◆ Task brief
Go through the listing that follows and report the number of lines with the string "sans" in them, nothing more.

◆ Given data
····················
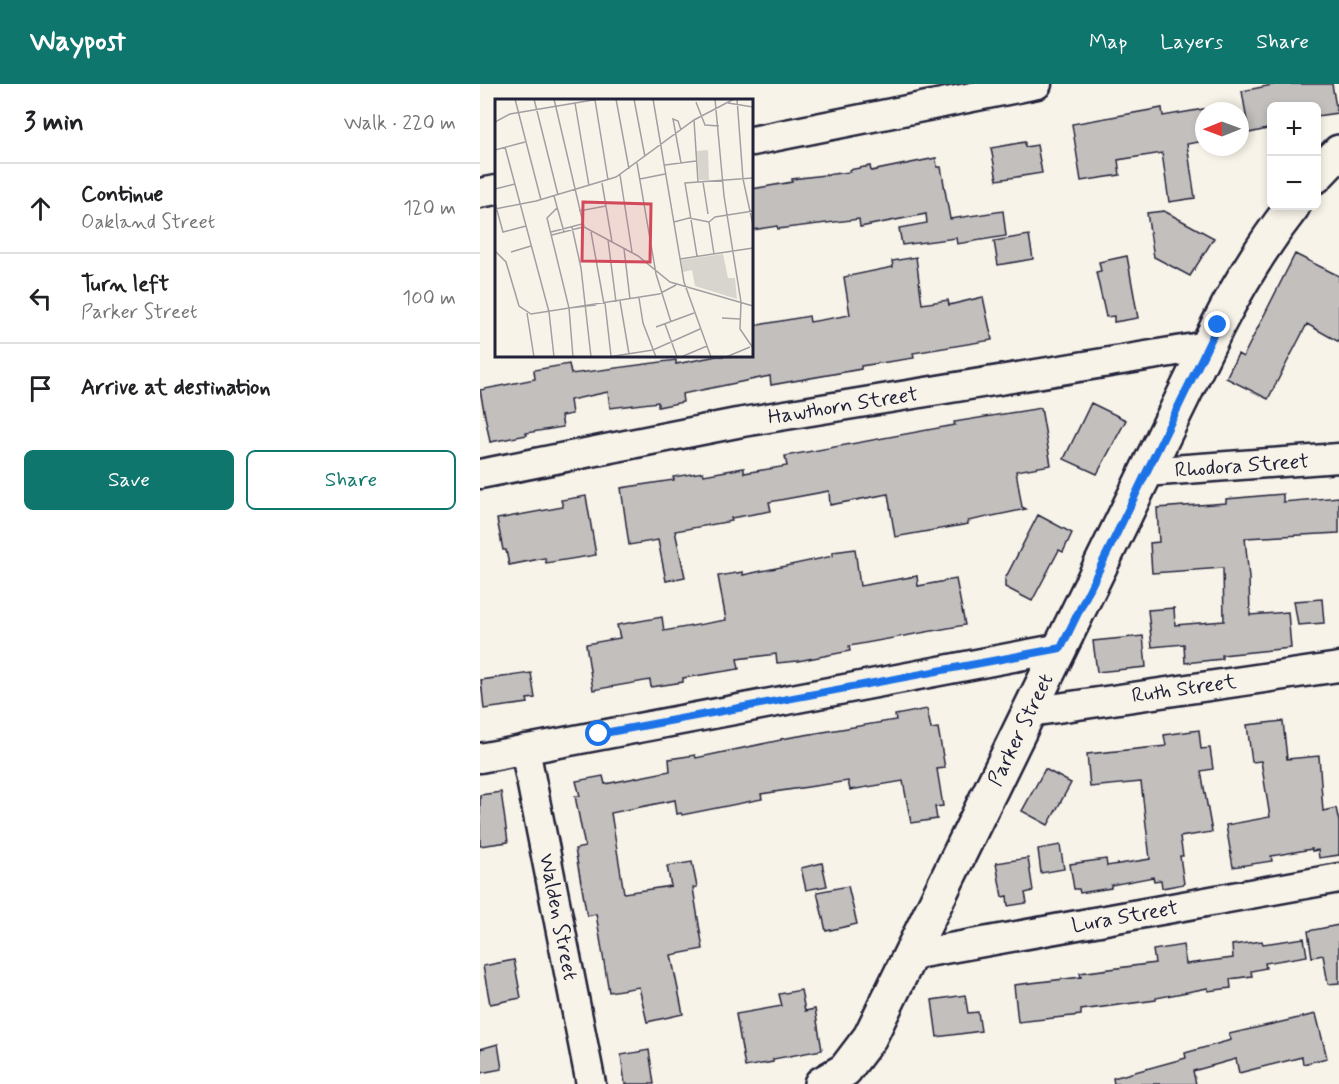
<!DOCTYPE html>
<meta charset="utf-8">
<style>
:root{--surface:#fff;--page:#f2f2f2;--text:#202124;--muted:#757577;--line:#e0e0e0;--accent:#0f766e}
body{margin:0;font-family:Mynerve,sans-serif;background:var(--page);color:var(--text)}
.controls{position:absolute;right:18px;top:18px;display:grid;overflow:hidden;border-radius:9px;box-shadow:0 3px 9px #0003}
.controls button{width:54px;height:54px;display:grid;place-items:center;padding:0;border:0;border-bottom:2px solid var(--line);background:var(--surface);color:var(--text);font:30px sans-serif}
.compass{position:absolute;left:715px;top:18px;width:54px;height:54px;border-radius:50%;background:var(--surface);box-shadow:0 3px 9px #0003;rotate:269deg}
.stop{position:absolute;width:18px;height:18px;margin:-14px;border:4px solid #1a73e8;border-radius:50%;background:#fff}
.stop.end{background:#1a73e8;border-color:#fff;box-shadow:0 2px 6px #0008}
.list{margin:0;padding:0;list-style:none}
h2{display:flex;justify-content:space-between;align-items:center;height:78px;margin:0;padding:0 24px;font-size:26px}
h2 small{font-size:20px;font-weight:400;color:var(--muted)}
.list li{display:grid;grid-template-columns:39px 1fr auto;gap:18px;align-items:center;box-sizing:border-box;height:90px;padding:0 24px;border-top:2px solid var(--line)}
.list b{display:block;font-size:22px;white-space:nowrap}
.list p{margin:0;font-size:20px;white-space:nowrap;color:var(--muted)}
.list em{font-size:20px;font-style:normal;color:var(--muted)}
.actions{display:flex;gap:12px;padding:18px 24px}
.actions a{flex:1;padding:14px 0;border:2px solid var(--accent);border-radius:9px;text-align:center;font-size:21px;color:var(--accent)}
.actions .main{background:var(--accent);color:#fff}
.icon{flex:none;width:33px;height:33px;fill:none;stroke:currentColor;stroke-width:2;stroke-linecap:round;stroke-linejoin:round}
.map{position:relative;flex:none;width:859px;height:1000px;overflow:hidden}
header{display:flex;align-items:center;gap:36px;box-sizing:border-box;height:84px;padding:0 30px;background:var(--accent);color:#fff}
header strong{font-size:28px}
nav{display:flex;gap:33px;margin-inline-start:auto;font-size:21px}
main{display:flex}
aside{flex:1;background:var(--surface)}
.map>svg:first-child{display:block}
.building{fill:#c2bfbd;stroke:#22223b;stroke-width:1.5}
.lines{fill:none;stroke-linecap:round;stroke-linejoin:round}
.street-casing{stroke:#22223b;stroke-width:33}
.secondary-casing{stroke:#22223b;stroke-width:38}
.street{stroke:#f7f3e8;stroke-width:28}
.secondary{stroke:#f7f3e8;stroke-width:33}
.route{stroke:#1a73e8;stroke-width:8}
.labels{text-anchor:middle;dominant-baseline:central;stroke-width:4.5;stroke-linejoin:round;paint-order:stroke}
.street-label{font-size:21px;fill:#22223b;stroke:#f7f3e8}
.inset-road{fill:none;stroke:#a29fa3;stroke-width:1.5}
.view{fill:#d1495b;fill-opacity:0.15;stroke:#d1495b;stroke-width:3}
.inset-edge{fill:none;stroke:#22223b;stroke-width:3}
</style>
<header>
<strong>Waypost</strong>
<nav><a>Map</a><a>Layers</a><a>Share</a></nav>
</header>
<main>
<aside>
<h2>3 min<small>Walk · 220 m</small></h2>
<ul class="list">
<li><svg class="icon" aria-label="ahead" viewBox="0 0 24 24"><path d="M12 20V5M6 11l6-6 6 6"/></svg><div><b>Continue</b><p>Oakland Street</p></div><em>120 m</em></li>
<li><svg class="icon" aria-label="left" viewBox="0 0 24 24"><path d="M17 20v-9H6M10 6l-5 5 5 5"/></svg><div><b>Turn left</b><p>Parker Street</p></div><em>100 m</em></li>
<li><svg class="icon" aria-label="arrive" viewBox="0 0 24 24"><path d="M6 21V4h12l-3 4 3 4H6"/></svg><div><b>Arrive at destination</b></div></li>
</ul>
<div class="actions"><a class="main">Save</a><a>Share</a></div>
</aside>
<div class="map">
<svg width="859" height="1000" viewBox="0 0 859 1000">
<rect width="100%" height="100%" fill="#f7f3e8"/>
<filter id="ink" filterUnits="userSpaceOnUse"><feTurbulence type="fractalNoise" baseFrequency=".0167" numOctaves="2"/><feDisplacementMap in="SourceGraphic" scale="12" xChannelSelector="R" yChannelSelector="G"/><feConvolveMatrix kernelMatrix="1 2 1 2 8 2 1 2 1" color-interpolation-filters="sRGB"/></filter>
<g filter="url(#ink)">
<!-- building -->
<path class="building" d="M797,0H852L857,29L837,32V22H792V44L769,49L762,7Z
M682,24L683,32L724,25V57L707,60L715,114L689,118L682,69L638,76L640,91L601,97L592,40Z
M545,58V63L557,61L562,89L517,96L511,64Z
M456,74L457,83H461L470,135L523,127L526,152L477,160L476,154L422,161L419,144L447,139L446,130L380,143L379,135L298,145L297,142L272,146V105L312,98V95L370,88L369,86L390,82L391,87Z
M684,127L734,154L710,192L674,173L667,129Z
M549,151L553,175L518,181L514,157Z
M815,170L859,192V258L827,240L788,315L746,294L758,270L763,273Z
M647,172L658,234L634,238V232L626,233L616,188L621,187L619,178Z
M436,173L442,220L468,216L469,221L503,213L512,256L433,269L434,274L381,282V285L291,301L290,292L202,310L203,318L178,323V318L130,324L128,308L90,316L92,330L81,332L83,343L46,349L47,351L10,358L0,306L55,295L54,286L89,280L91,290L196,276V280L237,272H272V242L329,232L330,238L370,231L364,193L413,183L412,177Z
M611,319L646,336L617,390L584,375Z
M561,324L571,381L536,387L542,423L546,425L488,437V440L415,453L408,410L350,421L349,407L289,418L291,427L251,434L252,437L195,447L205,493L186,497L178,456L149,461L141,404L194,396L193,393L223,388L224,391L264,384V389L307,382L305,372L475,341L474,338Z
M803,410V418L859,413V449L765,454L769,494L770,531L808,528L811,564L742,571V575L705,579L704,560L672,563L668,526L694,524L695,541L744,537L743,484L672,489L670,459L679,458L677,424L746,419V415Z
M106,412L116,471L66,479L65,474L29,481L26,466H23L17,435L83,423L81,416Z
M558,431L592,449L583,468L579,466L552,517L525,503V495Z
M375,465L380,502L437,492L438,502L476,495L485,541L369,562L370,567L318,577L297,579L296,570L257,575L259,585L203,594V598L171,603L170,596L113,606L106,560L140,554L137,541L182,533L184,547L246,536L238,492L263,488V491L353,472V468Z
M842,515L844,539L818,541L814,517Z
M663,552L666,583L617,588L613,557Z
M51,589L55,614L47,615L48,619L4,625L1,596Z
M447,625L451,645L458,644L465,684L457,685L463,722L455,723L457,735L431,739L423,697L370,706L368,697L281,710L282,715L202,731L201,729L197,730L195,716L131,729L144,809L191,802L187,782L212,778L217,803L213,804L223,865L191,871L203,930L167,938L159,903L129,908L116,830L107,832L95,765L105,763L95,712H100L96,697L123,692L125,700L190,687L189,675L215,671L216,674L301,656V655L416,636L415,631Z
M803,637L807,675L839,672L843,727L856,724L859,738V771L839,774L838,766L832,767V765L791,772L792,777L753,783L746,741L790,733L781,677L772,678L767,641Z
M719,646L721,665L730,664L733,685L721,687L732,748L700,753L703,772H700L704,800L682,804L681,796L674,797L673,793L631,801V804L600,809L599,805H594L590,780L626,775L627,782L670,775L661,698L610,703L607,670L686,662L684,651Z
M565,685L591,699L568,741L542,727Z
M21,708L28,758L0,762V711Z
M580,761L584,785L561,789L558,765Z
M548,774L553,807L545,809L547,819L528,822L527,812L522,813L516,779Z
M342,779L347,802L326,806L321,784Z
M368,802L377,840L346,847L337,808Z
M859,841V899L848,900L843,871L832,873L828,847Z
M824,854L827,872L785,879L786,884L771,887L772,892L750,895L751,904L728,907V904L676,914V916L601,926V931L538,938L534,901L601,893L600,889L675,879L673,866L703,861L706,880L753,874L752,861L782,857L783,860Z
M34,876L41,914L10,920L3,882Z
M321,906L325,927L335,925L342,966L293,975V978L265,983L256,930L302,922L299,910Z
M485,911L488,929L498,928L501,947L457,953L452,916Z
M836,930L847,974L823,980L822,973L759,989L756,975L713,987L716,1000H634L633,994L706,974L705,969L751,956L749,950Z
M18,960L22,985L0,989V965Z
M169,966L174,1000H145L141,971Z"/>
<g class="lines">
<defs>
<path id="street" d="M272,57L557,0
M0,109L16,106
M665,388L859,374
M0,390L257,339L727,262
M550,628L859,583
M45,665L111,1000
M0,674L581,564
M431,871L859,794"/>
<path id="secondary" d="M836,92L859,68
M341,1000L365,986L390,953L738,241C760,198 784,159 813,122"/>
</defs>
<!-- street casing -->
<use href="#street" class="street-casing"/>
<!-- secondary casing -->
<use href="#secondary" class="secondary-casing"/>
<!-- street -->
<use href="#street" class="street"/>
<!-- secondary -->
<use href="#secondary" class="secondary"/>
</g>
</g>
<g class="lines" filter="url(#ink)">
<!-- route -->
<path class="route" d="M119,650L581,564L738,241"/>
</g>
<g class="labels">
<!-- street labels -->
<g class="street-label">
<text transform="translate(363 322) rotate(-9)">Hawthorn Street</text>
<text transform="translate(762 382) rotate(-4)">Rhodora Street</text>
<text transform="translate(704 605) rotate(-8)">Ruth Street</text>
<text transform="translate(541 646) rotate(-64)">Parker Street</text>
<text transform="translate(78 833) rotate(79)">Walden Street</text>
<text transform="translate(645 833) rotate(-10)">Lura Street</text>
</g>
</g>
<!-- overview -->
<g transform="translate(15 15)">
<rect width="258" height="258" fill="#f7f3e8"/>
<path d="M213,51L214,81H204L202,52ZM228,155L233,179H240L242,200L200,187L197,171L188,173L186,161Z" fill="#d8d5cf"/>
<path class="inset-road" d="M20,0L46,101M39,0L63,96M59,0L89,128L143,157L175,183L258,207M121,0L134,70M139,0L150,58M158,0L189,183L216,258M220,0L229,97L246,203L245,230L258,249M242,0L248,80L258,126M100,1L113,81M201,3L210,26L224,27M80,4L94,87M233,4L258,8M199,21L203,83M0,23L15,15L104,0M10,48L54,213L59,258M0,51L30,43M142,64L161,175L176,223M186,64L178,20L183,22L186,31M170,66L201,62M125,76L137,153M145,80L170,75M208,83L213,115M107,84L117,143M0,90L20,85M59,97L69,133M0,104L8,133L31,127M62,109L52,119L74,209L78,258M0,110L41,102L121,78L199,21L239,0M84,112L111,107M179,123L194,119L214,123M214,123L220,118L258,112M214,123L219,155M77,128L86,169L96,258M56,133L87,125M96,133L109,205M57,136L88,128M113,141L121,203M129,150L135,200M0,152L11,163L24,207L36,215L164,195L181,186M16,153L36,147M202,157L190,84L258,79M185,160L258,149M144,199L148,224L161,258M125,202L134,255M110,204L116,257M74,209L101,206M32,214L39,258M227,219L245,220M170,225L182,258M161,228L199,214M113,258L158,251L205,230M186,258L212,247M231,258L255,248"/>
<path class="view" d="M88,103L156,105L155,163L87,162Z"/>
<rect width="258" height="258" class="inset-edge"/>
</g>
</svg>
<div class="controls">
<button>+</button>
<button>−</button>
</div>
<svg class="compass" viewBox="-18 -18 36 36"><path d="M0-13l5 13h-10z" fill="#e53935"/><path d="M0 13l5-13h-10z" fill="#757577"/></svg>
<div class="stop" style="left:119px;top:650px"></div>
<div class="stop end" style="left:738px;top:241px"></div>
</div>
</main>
····················
◆ Result of the task
2